The IfM team addressed three groups of tasks between March and May in the areas of hospital logistics, personal protective equipment (PPE) delivery and intensive care unit (ICU) equipment development.
In the hospital logistics area, the team applied industrial engineering approaches to COVID-related challenges including modelling in-hospital patient flows, redesigning COVID-19 testing procedures and managing oxygen supplies to the wards.
Understanding oxygen flow through the local hospital involved examining pipes and their layout, then analysing usage by ventilator type and patient need, as well as modelling supply and demand. The in-depth work of the IfM team enabled the hospital’s clinical and estates teams to identify and address various bottlenecks and improve operational efficiency.
The team also looked at the design, setup and management of a temporary logistics hub for coordinating the delivery of millions of items of donated PPE and assessed the production capabilities of local manufacturers to increase flexibility of PPE supplies for local hospitals.
In conjunction with anaesthetists at Royal Papworth Hospital, they also devised an active ventilator sharing system in case there were not enough ventilators available during the COVID-19 outbreak. This involved the accelerated design, prototyping and in-hospital testing of an active ventilator sharing system in just four weeks.
Duncan McFarlane, Professor of Industrial Information Engineering at the IfM, led the team as they engaged with senior clinical and management teams within local hospitals to understand their needs and implement effective and collaborative ways of working. This involved joining the hospital’s regular operations planning meetings and running daily project reviews with key hospital personnel during the peak COVID-19 surge, as well as working directly with clinicians in areas such as COVID-19 test processes, ward oxygen supply, and equipment design.
The IfM team helped local hospitals make the best use of their resources and streamlined logistics for sourcing and storing vital PPE and other issues, enabling healthcare providers who were already feeling the strain to address pressing operational challenges.
In addition, the IfM provided analytical approaches for informing decision making at Cambridge University Hospital (CUH) on emergency demand. The Trust is also using the team’s findings to forecast changes to demand for beds, equipment and staff when social distancing measures are relaxed or modified further. The hospital said the engineers brought diversity of perspective and a joint CUH–IfM panel has been initiated so that the hospitals and the IfM can continue working together for mutual benefit after the pandemic.
“The team gave key support efficiently and skilfully when it was most needed, with no fuss and maximum impact: engineering at its best,” said Professor Prager. “The team found a way to work with the clinicians without taking up too much clinical time.
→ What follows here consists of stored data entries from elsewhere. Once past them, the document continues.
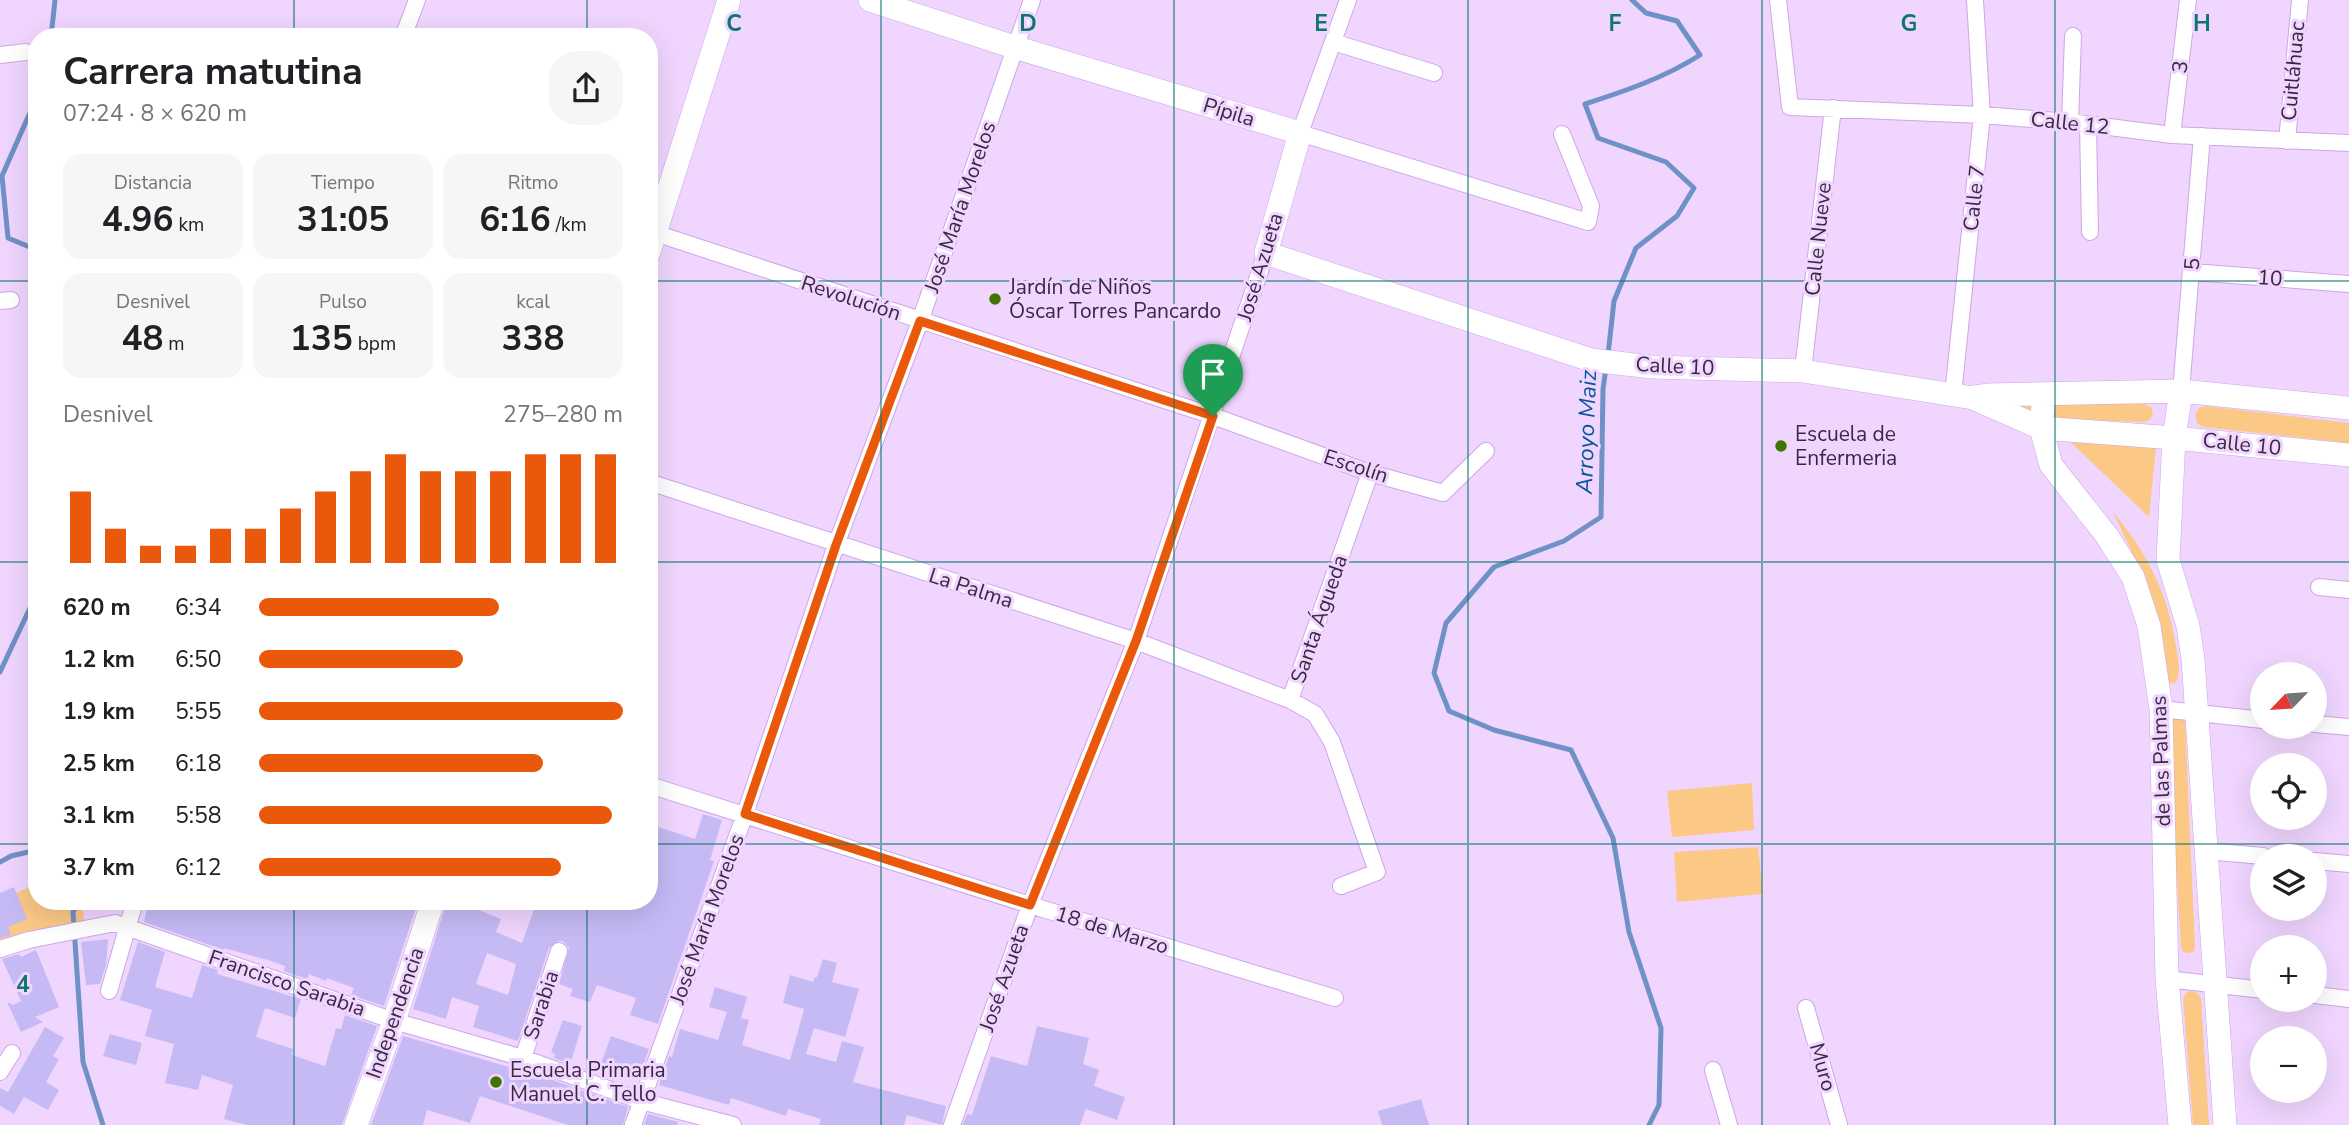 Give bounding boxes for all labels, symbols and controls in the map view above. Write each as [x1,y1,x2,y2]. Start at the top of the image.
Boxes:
text: C [726,8,742,39]
text: D [1019,8,1037,39]
text: E [1314,8,1328,39]
text: F [1609,8,1622,39]
text: G [1901,8,1917,39]
text: H [2193,8,2211,39]
street label: Cuitláhuac [2275,20,2311,122]
text: Carrera matutina [63,46,363,97]
button: share [549,51,623,125]
street label: 3 [2165,59,2195,75]
street label: Pípila [1200,91,1258,133]
text: 07:24 · 8 × 620 m [63,98,247,129]
street label: Calle 12 [2029,105,2111,141]
street label: José María Morelos [917,118,1002,297]
street label: Calle 7 [1957,164,1991,232]
text: Distancia [114,170,192,196]
text: Tiempo [311,170,375,196]
text: Ritmo [508,170,558,196]
street label: Calle Nueve [1798,181,1838,297]
text: 4.96 [102,196,174,243]
text: 31:05 [297,196,389,243]
text: 6:16 [479,196,551,243]
street label: José Azueta [1230,210,1290,325]
text: km [174,212,204,238]
text: /km [551,212,587,238]
street label: 5 [2178,256,2206,272]
street label: 10 [2256,263,2284,293]
street label: Revolución [798,269,904,327]
place label: Jardín de Niños Óscar Torres Pancardo [1008,273,1221,325]
text: Desnivel [116,289,190,315]
text: Pulso [319,289,367,315]
text: kcal [516,289,550,315]
marker: Jardín de Niños Óscar Torres Pancardo [987,291,1003,307]
text: 48 [121,315,163,362]
text: 135 [290,315,353,362]
text: 338 [501,315,565,362]
text: m [163,331,185,357]
text: bpm [353,331,396,357]
pin [1183,344,1243,416]
street label: Calle 10 [1635,350,1715,382]
icon: arrive [1194,355,1232,393]
water label: Arroyo Maiz [1569,369,1604,495]
text: Desnivel [63,399,153,430]
text: 275–280 m [503,399,623,430]
place label: Escuela de Enfermeria [1795,420,1897,472]
street label: Calle 10 [2201,426,2283,462]
marker: Escuela de Enfermeria [1773,438,1789,454]
street label: Escolín [1320,442,1392,490]
street label: Santa Águeda [1284,551,1354,687]
street label: La Palma [925,561,1017,615]
text: 620 m [63,592,131,623]
text: 6:34 [175,592,222,623]
text: 1.2 km [63,644,135,675]
text: 6:50 [175,644,222,675]
north arrow [2250,662,2328,738]
map controls [2250,662,2327,1103]
street label: de las Palmas [2145,695,2177,827]
text: 1.9 km [63,696,135,727]
text: 5:55 [175,696,222,727]
text: 2.5 km [63,748,135,779]
text: 6:18 [175,748,222,779]
button: locate [2250,753,2327,830]
text: 3.1 km [63,800,135,831]
text: 5:58 [175,800,222,831]
street label: José María Morelos [663,830,751,1009]
button: layers [2250,844,2327,921]
text: 3.7 km [63,852,135,883]
text: 6:12 [175,852,222,883]
street label: 18 de Marzo [1052,899,1172,961]
street label: José Azueta [972,921,1035,1036]
button: + [2250,935,2327,1012]
street label: Francisco Sarabia [205,943,369,1023]
street label: Independencia [359,944,431,1082]
street label: Sarabia [517,967,565,1043]
text: 4 [16,969,30,1000]
button: − [2250,1026,2327,1103]
street label: Muro [1803,1040,1843,1094]
place label: Escuela Primaria Manuel C. Tello [510,1056,666,1108]
marker: Escuela Primaria Manuel C. Tello [488,1074,504,1090]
They found the problems that needed solving and got on with solving them. They stepped up when they were needed and made a real difference. For this, we should be proud of them.”
Professor Tim Minshall, Dr John C Taylor Professor of Innovation and Head of the Institute for Manufacturing, said: “It makes me so proud to see the way in which our students and staff – academic, research and administrative – were able to rapidly understand and help address the operational challenges facing the amazing teams at Addenbrooke’s and Royal Papworth during this crisis.
“We are also delighted that there is such enthusiasm from both CUH and the IfM to build upon this experience and to develop ongoing collaboration in applying industrial engineering capabilities to healthcare system needs.”